[[ RECORDS TO PROCESS open ]]
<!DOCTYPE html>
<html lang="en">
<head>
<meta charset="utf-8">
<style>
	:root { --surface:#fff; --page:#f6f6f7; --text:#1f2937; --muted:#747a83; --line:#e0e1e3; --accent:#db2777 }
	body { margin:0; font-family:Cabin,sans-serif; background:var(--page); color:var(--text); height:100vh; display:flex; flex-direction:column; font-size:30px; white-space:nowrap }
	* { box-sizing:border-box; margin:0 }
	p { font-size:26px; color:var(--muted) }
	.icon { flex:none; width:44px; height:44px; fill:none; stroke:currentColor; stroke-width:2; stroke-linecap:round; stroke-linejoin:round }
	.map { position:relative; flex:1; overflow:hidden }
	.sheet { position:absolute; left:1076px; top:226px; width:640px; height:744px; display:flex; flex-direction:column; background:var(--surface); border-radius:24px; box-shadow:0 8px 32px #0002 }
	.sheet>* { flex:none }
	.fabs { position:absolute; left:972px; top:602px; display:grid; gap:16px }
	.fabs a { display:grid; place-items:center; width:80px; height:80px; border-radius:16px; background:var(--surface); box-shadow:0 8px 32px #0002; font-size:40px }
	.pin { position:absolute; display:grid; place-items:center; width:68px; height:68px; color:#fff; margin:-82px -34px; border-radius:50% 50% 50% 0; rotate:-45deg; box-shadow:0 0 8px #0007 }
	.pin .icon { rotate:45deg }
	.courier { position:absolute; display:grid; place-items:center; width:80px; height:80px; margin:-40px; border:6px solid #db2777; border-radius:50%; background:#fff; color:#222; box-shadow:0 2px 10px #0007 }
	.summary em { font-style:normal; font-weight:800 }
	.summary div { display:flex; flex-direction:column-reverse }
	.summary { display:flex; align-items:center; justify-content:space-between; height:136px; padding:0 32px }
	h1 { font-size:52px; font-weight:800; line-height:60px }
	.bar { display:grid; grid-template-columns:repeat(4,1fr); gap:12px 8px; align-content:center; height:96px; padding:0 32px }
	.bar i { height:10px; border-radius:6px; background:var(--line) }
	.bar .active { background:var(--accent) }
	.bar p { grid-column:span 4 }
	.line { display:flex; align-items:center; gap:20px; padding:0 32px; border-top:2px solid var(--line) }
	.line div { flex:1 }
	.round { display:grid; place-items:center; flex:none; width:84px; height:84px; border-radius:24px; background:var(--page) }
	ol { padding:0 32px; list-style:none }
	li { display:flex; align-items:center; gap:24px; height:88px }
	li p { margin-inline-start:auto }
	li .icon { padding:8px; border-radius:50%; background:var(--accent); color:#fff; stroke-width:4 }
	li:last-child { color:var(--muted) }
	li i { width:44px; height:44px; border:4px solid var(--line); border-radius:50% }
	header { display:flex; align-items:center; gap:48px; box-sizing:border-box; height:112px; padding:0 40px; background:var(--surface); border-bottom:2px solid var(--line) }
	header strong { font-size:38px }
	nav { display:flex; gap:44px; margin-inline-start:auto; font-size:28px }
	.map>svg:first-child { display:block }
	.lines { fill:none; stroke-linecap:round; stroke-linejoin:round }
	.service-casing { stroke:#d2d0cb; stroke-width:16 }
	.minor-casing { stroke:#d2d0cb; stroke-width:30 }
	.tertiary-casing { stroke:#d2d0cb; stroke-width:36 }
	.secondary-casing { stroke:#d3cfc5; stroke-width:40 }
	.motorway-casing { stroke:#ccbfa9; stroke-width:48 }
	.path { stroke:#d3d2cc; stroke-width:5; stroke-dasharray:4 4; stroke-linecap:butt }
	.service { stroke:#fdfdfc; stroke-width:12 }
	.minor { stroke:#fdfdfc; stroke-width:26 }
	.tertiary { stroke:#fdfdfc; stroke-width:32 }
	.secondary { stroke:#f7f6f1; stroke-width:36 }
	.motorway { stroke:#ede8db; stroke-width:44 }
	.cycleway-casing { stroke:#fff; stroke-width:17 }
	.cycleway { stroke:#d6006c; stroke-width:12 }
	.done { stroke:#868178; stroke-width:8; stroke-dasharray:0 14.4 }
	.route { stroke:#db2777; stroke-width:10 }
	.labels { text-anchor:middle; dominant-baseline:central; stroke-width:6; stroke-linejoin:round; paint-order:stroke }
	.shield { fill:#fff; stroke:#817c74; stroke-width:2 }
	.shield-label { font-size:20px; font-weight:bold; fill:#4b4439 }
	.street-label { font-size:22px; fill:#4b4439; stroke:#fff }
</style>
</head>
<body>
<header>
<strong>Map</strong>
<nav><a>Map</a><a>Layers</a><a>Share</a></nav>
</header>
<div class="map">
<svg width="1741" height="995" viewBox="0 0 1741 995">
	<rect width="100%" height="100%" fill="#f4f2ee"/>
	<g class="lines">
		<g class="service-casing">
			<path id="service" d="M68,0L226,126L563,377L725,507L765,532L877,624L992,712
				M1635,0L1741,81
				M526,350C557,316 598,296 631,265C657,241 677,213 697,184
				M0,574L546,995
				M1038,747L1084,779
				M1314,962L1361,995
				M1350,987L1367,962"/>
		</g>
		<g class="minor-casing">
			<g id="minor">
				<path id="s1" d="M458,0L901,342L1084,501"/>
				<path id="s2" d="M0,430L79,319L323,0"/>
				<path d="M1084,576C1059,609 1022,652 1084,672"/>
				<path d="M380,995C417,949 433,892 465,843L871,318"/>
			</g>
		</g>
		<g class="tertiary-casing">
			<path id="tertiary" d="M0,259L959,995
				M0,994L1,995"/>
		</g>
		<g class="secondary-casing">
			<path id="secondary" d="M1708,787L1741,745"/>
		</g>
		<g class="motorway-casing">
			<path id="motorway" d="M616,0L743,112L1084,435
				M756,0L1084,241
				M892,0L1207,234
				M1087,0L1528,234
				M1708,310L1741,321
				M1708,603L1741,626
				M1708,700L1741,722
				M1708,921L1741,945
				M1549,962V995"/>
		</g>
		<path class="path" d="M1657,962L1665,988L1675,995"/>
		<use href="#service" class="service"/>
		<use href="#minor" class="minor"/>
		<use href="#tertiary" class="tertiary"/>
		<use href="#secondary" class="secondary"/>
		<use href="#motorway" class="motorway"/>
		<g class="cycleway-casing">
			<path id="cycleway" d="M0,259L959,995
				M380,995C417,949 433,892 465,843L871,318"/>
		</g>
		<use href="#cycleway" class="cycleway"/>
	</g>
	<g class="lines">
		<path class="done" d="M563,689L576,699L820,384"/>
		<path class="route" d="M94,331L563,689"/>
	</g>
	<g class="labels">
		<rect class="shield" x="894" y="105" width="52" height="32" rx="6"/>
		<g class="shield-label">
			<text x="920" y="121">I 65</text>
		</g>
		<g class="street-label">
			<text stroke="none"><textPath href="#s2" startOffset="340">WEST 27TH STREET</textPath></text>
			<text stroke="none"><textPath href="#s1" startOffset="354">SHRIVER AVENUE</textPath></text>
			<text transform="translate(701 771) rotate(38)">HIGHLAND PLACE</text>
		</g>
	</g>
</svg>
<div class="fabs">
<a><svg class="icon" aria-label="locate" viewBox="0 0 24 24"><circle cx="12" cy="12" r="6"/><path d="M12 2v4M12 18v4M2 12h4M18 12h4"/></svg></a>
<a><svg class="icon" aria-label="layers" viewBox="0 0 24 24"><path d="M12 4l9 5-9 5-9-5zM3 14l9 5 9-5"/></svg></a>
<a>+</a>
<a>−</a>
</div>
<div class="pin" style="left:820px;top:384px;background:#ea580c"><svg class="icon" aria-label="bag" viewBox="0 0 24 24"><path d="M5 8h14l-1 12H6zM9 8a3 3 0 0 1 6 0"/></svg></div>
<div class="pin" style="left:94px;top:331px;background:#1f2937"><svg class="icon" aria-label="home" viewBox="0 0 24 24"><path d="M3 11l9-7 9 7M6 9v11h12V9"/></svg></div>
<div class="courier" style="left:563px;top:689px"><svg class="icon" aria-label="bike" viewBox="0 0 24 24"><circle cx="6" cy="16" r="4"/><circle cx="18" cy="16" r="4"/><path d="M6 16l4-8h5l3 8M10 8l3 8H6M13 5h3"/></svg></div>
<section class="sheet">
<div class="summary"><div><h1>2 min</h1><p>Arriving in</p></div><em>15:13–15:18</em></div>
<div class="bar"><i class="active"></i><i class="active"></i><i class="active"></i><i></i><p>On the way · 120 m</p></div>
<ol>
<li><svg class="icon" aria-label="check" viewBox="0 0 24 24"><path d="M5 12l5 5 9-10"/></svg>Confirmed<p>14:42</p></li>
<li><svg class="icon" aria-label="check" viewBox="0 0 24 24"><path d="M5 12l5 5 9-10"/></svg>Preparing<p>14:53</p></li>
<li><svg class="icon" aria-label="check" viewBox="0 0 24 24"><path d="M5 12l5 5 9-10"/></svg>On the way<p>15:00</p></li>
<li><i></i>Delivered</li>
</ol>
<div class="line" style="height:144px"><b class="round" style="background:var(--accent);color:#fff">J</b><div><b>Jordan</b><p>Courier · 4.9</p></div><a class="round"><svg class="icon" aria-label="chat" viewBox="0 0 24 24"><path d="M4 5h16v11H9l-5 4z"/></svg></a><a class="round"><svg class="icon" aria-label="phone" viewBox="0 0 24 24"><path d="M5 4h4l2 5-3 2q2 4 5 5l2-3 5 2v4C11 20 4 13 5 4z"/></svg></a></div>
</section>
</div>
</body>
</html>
[[ RECORDS TO PROCESS closed ]]
What is needed is a copy of every line above in which "fabs" appears.

	.fabs { position:absolute; left:972px; top:602px; display:grid; gap:16px }
	.fabs a { display:grid; place-items:center; width:80px; height:80px; border-radius:16px; background:var(--surface); box-shadow:0 8px 32px #0002; font-size:40px }
<div class="fabs">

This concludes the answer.